Sen. Tom Cotton (R-AR) on Monday downplayed the need for progress toward a two-state solution as a prerequisite for a widely sought-after normalization agreement between Israel and Saudi Arabia.
Despite long-running public reporting that Saudi Arabia has demanded a concrete pathway to a two-state solution as a condition of normalizing relations with Israel, Cotton, who is a potential contender for a top national security post in a second Trump administration, called the Biden administration’s push for two states unacceptable for Israel and unhelpful for the Arab world.

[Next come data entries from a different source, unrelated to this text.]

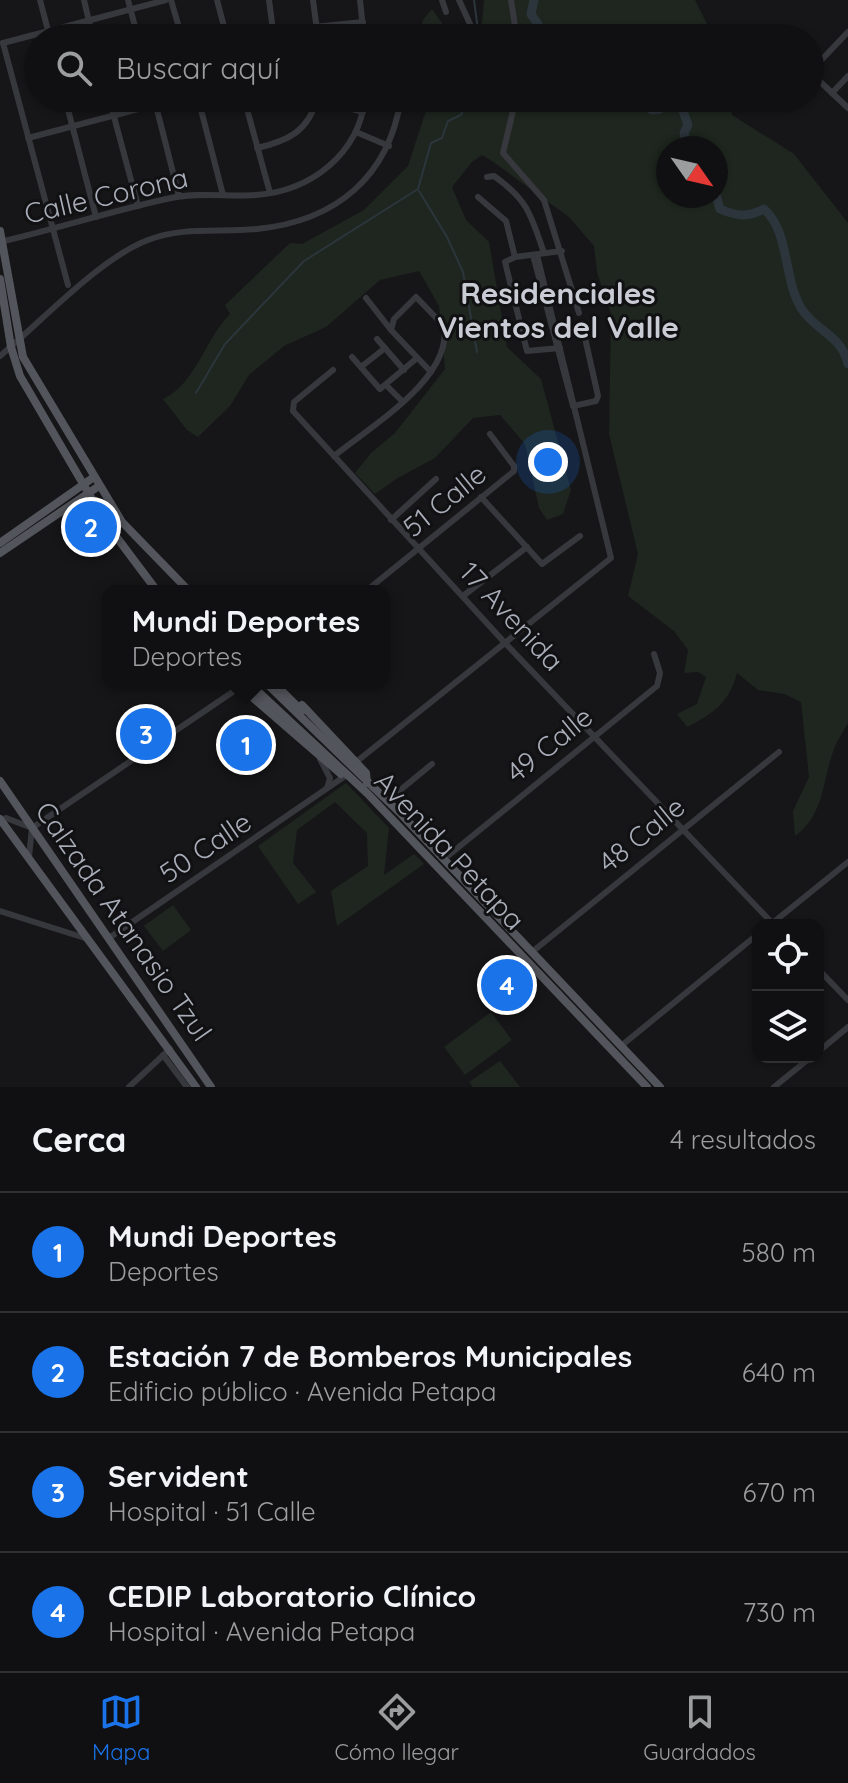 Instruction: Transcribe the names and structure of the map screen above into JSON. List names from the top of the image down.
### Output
{
  "streets": {
    "main road": ["Avenida Petapa", "Calzada Atanasio Tzul"],
    "street": [
      "Calle Corona",
      "51 Calle",
      "17 Avenida",
      "49 Calle",
      "48 Calle",
      "50 Calle"
    ]
  },
  "crossings": [
    ["51 Calle", "17 Avenida"],
    ["17 Avenida", "49 Calle"],
    ["17 Avenida", "48 Calle"],
    ["49 Calle", "Avenida Petapa"],
    ["48 Calle", "Avenida Petapa"],
    ["50 Calle", "Calzada Atanasio Tzul"]
  ],
  "districts": ["Residenciales Vientos del Valle"],
  "north": "bottom right",
  "page": {
    "search": "Buscar aquí",
    "pins": [
      "2",
      "3",
      "1",
      "4"
    ],
    "popup": ["Mundi Deportes", "Deportes"],
    "heading": ["Cerca", "4 resultados"],
    "list": [
      {
        "mark": "1",
        "name": "Mundi Deportes",
        "note": "Deportes",
        "value": "580 m"
      },
      {
        "mark": "2",
        "name": "Estación 7 de Bomberos Municipales",
        "note": "Edificio público · Avenida Petapa",
        "value": "640 m"
      },
      {
        "mark": "3",
        "name": "Servident",
        "note": "Hospital · 51 Calle",
        "value": "670 m"
      },
      {
        "mark": "4",
        "name": "CEDIP Laboratorio Clínico",
        "note": "Hospital · Avenida Petapa",
        "value": "730 m"
      }
    ],
    "nav": ["Mapa", "Cómo llegar", "Guardados"]
  }
}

“It’s not a tenable situation for Israel to accept, and frankly, I’m not sure it’s one that Saudi Arabia would really insist upon itself,” Cotton said at the inaugural MEAD Summit in Washington, D.C. “They don’t view that — as far as I can tell — as the critical issue for them in the region. The critical issue, as it is for almost every nation, is Iran and Iran’s predatory behavior.”
He also said that providing any “irreversible timeline for a two-state solution,” as has been discussed, would only cause the leadership in Gaza and “Judea and Samaria,” whether it be Hamas, Fatah or another faction, “to be more intransigent, to make more demands and be more violent.”

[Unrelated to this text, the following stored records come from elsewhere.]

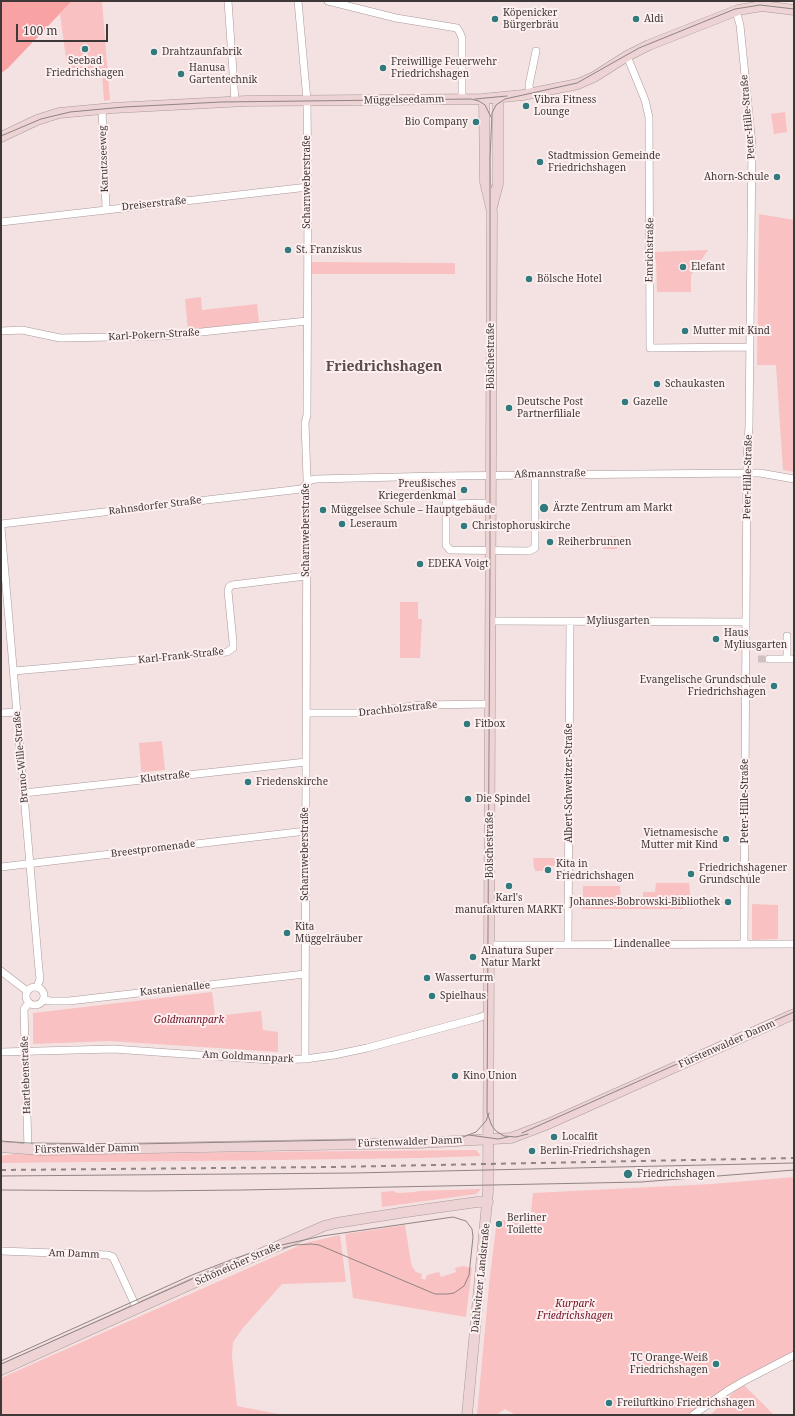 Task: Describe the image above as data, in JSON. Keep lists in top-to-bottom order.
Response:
{
  "streets": {
    "main road": [
      "Müggelseedamm",
      "Bölschestraße",
      "Fürstenwalder Damm",
      "Schöneicher Straße",
      "Dahlwitzer Landstraße"
    ],
    "street": [
      "Peter-Hille-Straße",
      "Karutzseeweg",
      "Scharnweberstraße",
      "Dreiserstraße",
      "Emrichstraße",
      "Karl-Pokern-Straße",
      "Aßmannstraße",
      "Rahnsdorfer Straße",
      "Myliusgarten",
      "Karl-Frank-Straße",
      "Drachholzstraße",
      "Bruno-Wille-Straße",
      "Klutstraße",
      "Albert-Schweitzer-Straße",
      "Breestpromenade",
      "Lindenallee",
      "Kastanienallee",
      "Am Goldmannpark",
      "Hartlebenstraße",
      "Am Damm"
    ]
  },
  "crossings": [
    ["Müggelseedamm", "Peter-Hille-Straße"],
    ["Müggelseedamm", "Karutzseeweg"],
    ["Müggelseedamm", "Scharnweberstraße"],
    ["Müggelseedamm", "Emrichstraße"],
    ["Müggelseedamm", "Bölschestraße"],
    ["Peter-Hille-Straße", "Emrichstraße"],
    ["Peter-Hille-Straße", "Aßmannstraße"],
    ["Peter-Hille-Straße", "Myliusgarten"],
    ["Peter-Hille-Straße", "Lindenallee"],
    ["Karutzseeweg", "Dreiserstraße"],
    ["Scharnweberstraße", "Dreiserstraße"],
    ["Scharnweberstraße", "Karl-Pokern-Straße"],
    ["Scharnweberstraße", "Aßmannstraße"],
    ["Scharnweberstraße", "Rahnsdorfer Straße"],
    ["Scharnweberstraße", "Karl-Frank-Straße"],
    ["Scharnweberstraße", "Drachholzstraße"],
    ["Scharnweberstraße", "Klutstraße"],
    ["Scharnweberstraße", "Breestpromenade"],
    ["Scharnweberstraße", "Kastanienallee"],
    ["Scharnweberstraße", "Am Goldmannpark"],
    ["Bölschestraße", "Aßmannstraße"],
    ["Bölschestraße", "Myliusgarten"],
    ["Bölschestraße", "Drachholzstraße"],
    ["Bölschestraße", "Lindenallee"],
    ["Bölschestraße", "Fürstenwalder Damm"],
    ["Bölschestraße", "Am Goldmannpark"],
    ["Bölschestraße", "Dahlwitzer Landstraße"],
    ["Aßmannstraße", "Rahnsdorfer Straße"],
    ["Rahnsdorfer Straße", "Bruno-Wille-Straße"],
    ["Myliusgarten", "Albert-Schweitzer-Straße"],
    ["Karl-Frank-Straße", "Bruno-Wille-Straße"],
    ["Bruno-Wille-Straße", "Klutstraße"],
    ["Bruno-Wille-Straße", "Breestpromenade"],
    ["Bruno-Wille-Straße", "Kastanienallee"],
    ["Bruno-Wille-Straße", "Hartlebenstraße"],
    ["Albert-Schweitzer-Straße", "Lindenallee"],
    ["Kastanienallee", "Hartlebenstraße"],
    ["Fürstenwalder Damm", "Hartlebenstraße"],
    ["Fürstenwalder Damm", "Dahlwitzer Landstraße"],
    ["Am Goldmannpark", "Hartlebenstraße"],
    ["Am Damm", "Schöneicher Straße"],
    ["Schöneicher Straße", "Dahlwitzer Landstraße"]
  ],
  "districts": ["Friedrichshagen"],
  "parks": ["Goldmannpark", "Kurpark Friedrichshagen"],
  "places": [
    "Köpenicker Bürgerbräu",
    "Aldi",
    "Seebad Friedrichshagen",
    "Drahtzaunfabrik",
    "Freiwillige Feuerwehr Friedrichshagen",
    "Hanusa Gartentechnik",
    "Vibra Fitness Lounge",
    "Bio Company",
    "Stadtmission Gemeinde Friedrichshagen",
    "Ahorn-Schule",
    "St. Franziskus",
    "Elefant",
    "Bölsche Hotel",
    "Mutter mit Kind",
    "Schaukasten",
    "Gazelle",
    "Deutsche Post Partnerfiliale",
    "Preußisches Kriegerdenkmal",
    "Ärzte Zentrum am Markt",
    "Müggelsee Schule – Hauptgebäude",
    "Leseraum",
    "Christophoruskirche",
    "Reiherbrunnen",
    "EDEKA Voigt",
    "Haus Myliusgarten",
    "Evangelische Grundschule Friedrichshagen",
    "Fitbox",
    "Friedenskirche",
    "Die Spindel",
    "Vietnamesische Mutter mit Kind",
    "Kita in Friedrichshagen",
    "Friedrichshagener Grundschule",
    "Karl's manufakturen MARKT",
    "Johannes-Bobrowski-Bibliothek",
    "Kita Müggelräuber",
    "Alnatura Super Natur Markt",
    "Wasserturm",
    "Spielhaus",
    "Kino Union",
    "Localfit",
    "Berlin-Friedrichshagen",
    "Friedrichshagen",
    "Berliner Toilette",
    "TC Orange-Weiß Friedrichshagen",
    "Freiluftkino Friedrichshagen"
  ],
  "scale_bar": "100 m"
}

Cotton strongly backed the prospect of a normalization agreement, describing Saudi Arabia as a critical and reliable partner that is “key to our regional alliance structure against Iran,” which has made significant progress in recent years.
He defended the Trump administration’s approach to foreign policy, largely brushing off the former president’s intemperate and unpredictable actions on the world stage, saying, “You may not like his methods, you may not like his tweets, but in the end, we largely had peaceful and stable relations.”

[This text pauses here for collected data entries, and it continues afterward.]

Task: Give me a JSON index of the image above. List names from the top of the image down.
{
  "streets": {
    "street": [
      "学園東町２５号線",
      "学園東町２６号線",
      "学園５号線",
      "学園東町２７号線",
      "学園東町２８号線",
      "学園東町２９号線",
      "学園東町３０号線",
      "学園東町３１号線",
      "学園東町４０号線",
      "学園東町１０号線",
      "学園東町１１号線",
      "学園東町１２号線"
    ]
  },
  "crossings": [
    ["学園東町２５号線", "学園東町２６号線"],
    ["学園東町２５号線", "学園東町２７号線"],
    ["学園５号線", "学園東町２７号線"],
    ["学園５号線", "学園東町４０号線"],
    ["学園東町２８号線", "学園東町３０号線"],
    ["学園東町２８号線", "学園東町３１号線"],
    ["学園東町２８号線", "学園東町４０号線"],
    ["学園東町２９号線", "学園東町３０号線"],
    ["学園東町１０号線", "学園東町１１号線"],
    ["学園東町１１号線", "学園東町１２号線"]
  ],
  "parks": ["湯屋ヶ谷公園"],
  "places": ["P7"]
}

The Arkansas senator said the U.S. should pursue a renewed maximum-pressure sanctions campaign and new sanctions, with the goal of stopping all illicit oil shipments from Iran. He also called for a more aggressive approach to the Houthis’ continuing attacks on U.S. military personnel in the Red Sea.
Cotton questioned whether a Biden or Harris administration would actually respond forcefully or substantively to an Iranian nuclear weapon and speculated that a Harris administration could move toward unilaterally recognizing a Palestinian state.
“I worry that ultimately someone like Harris in office, an instrument of the far-left of the Democratic Party — you can see what’s happened with Spain and Norway and Ireland, and just unilaterally trying to recognize a nation in those places,” he said, referring to Gaza and the West Bank.